**DESCRIPTION OF THE TASK:**
Among the lines below, copy each one in which "setLineDash" appears.

Saved data entries
- Opening Delimiter -
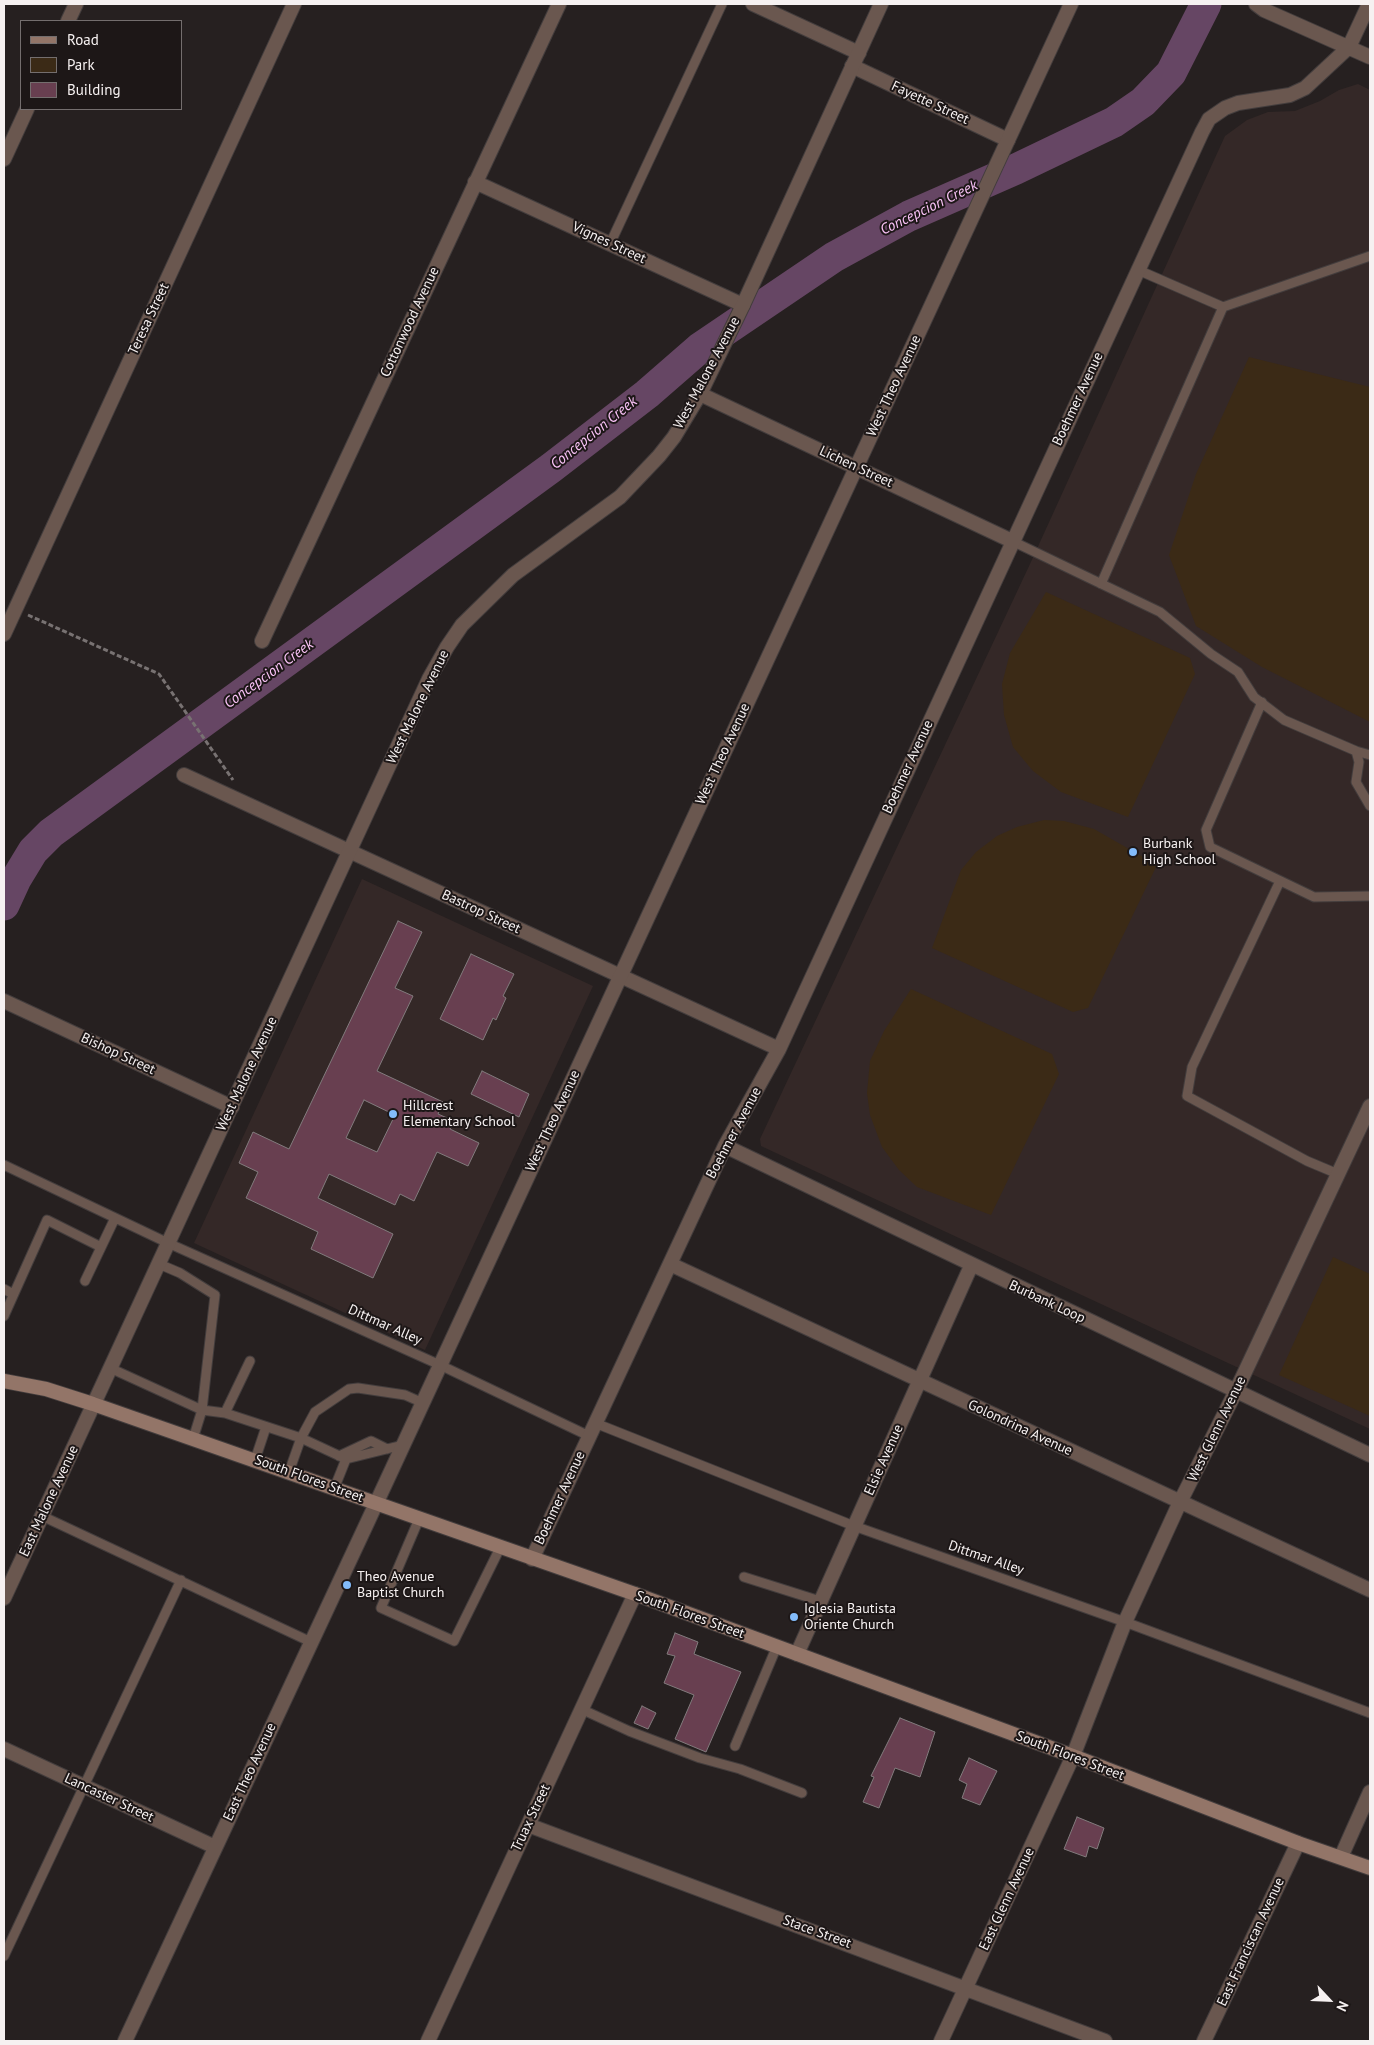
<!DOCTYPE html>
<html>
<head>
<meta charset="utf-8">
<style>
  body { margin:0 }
  #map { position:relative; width:1374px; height:2045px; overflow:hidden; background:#262020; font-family:"PT Sans",sans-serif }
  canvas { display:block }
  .frame { position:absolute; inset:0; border:5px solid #f6f1f1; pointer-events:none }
  .legend { position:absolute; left:20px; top:20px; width:162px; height:90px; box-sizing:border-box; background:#1d1717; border:1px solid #746e6e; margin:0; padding:6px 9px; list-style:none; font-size:15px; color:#f6f1f1 }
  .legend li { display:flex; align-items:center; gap:10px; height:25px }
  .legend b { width:25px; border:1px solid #746e6e }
  .north { position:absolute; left:1304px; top:1975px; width:50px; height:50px; -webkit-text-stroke:4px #1d1717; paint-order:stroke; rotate:115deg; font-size:14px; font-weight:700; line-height:20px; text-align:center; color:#f6f1f1 }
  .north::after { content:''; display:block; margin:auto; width:18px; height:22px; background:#f6f1f1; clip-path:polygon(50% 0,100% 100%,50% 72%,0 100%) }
</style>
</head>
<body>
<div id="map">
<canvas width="1374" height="2045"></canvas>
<div class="frame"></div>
<ul class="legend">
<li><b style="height:6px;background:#937568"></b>Road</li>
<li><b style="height:14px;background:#3b2a16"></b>Park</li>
<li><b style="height:14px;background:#683f50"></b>Building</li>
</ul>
<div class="north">N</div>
</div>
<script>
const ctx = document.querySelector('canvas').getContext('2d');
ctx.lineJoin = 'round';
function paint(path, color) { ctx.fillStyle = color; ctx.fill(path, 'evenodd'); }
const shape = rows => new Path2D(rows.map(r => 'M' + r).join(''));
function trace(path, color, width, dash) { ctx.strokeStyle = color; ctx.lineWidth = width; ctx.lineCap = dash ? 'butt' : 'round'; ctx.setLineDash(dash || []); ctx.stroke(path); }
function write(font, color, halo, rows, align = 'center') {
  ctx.font = font + ' "PT Sans",sans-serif'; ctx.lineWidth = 4; ctx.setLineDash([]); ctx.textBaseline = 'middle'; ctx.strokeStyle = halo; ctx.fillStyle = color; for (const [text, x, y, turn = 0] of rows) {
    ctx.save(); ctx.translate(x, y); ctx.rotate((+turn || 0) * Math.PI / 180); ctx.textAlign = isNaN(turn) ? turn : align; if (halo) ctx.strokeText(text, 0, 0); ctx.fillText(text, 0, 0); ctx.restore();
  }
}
paint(shape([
  [1358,84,1370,90,1370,1429,761,1146,760,1139,1030,564,1225,136,1247,120,1268,112,1295,111,1320,101,1339,90],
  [362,879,593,986,425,1350,194,1243]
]), '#342827');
paint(shape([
  [1249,357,1370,387,1370,722,1262,667,1196,626,1169,555,1196,474],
  [1046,592,1190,658,1195,674,1128,817,1061,792,1033,771,1013,747,1004,715,1002,684,1010,653],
  [1044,820,1064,821,1094,829,1157,865,1088,1008,1073,1012,932,948,961,870,976,852,997,836,1017,827],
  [911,989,1052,1054,1059,1074,991,1215,917,1187,899,1170,882,1147,870,1115,867,1093,870,1061,884,1031],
  [1333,1257,1370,1274,1370,1416,1279,1375]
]), '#3b2a16');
trace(shape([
  [4,905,16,879,33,851,51,833,551,468,647,394,701,347,834,257,909,216,1016,169,1114,122,1143,102,1171,73,1206,4]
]), '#664664', 31);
const building = shape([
  [398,921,422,932,395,988,413,996,377,1071,443,1102,438,1114,454,1121,450,1129,479,1143,468,1166,437,1152,414,1201,400,1194,395,1205,329,1174,318,1198,393,1234,373,1278,311,1249,318,1232,246,1198,258,1172,239,1163,253,1132,289,1149,398,921],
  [364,1100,395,1115,377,1152,346,1138,364,1100],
  [471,954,514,974,503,996,506,998,496,1020,493,1018,483,1040,440,1019,471,954],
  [482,1071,529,1094,519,1117,471,1094,482,1071],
  [675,1633,698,1642,694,1654,741,1672,706,1752,675,1739,694,1695,664,1683,675,1656,667,1654,675,1633],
  [642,1706,656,1713,648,1729,634,1723,642,1706],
  [900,1718,935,1732,920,1777,895,1768,879,1808,863,1802,874,1777,871,1776,900,1718],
  [969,1758,997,1771,980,1805,962,1798,967,1784,959,1780,969,1758],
  [1077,1817,1104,1828,1097,1849,1089,1846,1086,1857,1064,1849,1077,1817]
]);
paint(building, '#683f50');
trace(building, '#827b7d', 1);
const service = shape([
  [610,244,722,4],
  [1138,270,1223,307],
  [1012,541,1160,612,1211,654,1238,672,1254,697,1284,720,1356,751,1359,762,1356,782,1370,806],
  [1101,584,1223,307,1370,256],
  [1262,702,1206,830,1210,847,1314,897,1370,896],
  [1356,751,1370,755],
  [1280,881,1192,1067,1187,1096,1307,1161,1338,1174],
  [4,1165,168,1243,440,1365,589,1436],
  [159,1264,180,1273,215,1295,202,1410,193,1439],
  [85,1281,115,1218],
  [4,1289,13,1294],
  [4,1316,47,1220,101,1247],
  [110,1368,202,1410,225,1413,250,1361],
  [225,1413,301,1438,346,1459,334,1489],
  [595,1423,854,1526,1125,1622,1370,1713],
  [339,1456,371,1441,387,1449],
  [346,1459,403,1445],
  [255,1460,266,1427],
  [289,1472,301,1438,315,1412,349,1389,358,1388,405,1395,423,1403],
  [42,1516,311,1642],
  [419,1519,381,1608,454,1641,500,1548],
  [744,1577,820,1601],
  [581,1709,629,1731,700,1758,740,1769,802,1793],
  [735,1746,777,1646],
  [4,1956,181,1580]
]);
const minor = shape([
  [753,4,859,53],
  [1256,4,1264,10,1370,57],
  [68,21,76,4],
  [852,66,1008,140],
  [4,159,27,109],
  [475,182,743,305],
  [700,394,1012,541],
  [4,634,294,4],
  [262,641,559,4],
  [184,775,779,1049],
  [4,1001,232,1107],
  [725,1146,1370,1455],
  [670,1264,1370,1590],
  [532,1559,725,1146,779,1049,1202,132,1209,119,1225,108,1238,103,1290,95,1305,88,1349,47,1369,4],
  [797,1654,971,1266],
  [4,1749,215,1847],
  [528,1825,1105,2041],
  [1341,1857,1370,1792],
  [428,2041,635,1594],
  [941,2041,1073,1756,1125,1622,1180,1502,1236,1391,1370,1106],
  [1204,2041,1298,1843]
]);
const tertiary = shape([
  [4,1598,429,679,447,647,462,625,513,575,620,497,659,456,674,437,700,394,743,305,881,4],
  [125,2041,368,1521,1071,4]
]);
const secondary = shape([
  [4,1381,46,1389,93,1404,635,1594,1073,1756,1298,1843,1370,1868]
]);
trace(service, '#433d3d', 11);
trace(minor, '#433d3d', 16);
trace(tertiary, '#433d3d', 16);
trace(secondary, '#433d3d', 16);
trace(shape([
  [28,615,159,674,233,780]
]), '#787272', 3, [5, 2.5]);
trace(service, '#6a574f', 9);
trace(minor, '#6a574f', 14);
trace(tertiary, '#6a574f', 14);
trace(secondary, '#937568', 14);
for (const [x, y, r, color] of [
  [1133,852,5,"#83bcfb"],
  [393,1114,5,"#83bcfb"],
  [347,1585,5,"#83bcfb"],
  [794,1617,5,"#83bcfb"]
]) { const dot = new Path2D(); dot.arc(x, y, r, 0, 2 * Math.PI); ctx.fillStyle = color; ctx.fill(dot); trace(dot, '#1d1717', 2); }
write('14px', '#f6f1f1', '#1d1717', [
  ["Fayette Street",930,103,25],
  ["Vignes Street",609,243,25],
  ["Teresa Street",149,319,-65],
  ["Cottonwood Avenue",410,322,-65],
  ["West Malone Avenue",707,373,-62],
  ["West Theo Avenue",894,386,-65],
  ["Boehmer Avenue",1078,399,-65],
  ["Lichen Street",856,467,25],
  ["West Malone Avenue",418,707,-64],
  ["West Theo Avenue",723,754,-65],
  ["Boehmer Avenue",908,767,-65],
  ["Bastrop Street",481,912,25],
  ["Bishop Street",118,1054,25],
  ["West Malone Avenue",247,1074,-65],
  ["West Theo Avenue",553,1121,-65],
  ["Boehmer Avenue",734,1133,-62],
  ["Burbank Loop",1047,1302,25],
  ["Dittmar Alley",385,1325,24],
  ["Golondrina Avenue",1020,1428,25],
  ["West Glenn Avenue",1217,1429,-64],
  ["Elsie Avenue",884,1460,-66],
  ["South Flores Street",309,1479,20],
  ["Boehmer Avenue",560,1498,-65],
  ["East Malone Avenue",49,1501,-65],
  ["Dittmar Alley",986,1558,19],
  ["South Flores Street",690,1615,20],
  ["South Flores Street",1070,1756,21],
  ["East Theo Avenue",250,1772,-65],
  ["Lancaster Street",109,1798,25],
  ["Truax Street",531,1818,-65],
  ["East Glenn Avenue",1007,1899,-65],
  ["Stace Street",817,1932,20],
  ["East Franciscan Avenue",1251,1942,-65]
]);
write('14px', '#f6f1f1', '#1d1717', [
  ["Burbank",1143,844],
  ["High School",1143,860],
  ["Hillcrest",403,1106],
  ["Elementary School",403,1122],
  ["Theo Avenue",357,1577],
  ["Baptist Church",357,1593],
  ["Iglesia Bautista",804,1609],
  ["Oriente Church",804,1625]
], 'left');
write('italic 15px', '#fcc4f9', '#1d1717', [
  ["Concepcion Creek",929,208,-26],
  ["Concepcion Creek",594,433,-39],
  ["Concepcion Creek",269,674,-36]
]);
</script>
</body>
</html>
- Closing Delimiter -
**RESPONSE TO THIS TASK:**
function trace(path, color, width, dash) { ctx.strokeStyle = color; ctx.lineWidth = width; ctx.lineCap = dash ? 'butt' : 'round'; ctx.setLineDash(dash || []); ctx.stroke(path); }
  ctx.font = font + ' "PT Sans",sans-serif'; ctx.lineWidth = 4; ctx.setLineDash([]); ctx.textBaseline = 'middle'; ctx.strokeStyle = halo; ctx.fillStyle = color; for (const [text, x, y, turn = 0] of rows) {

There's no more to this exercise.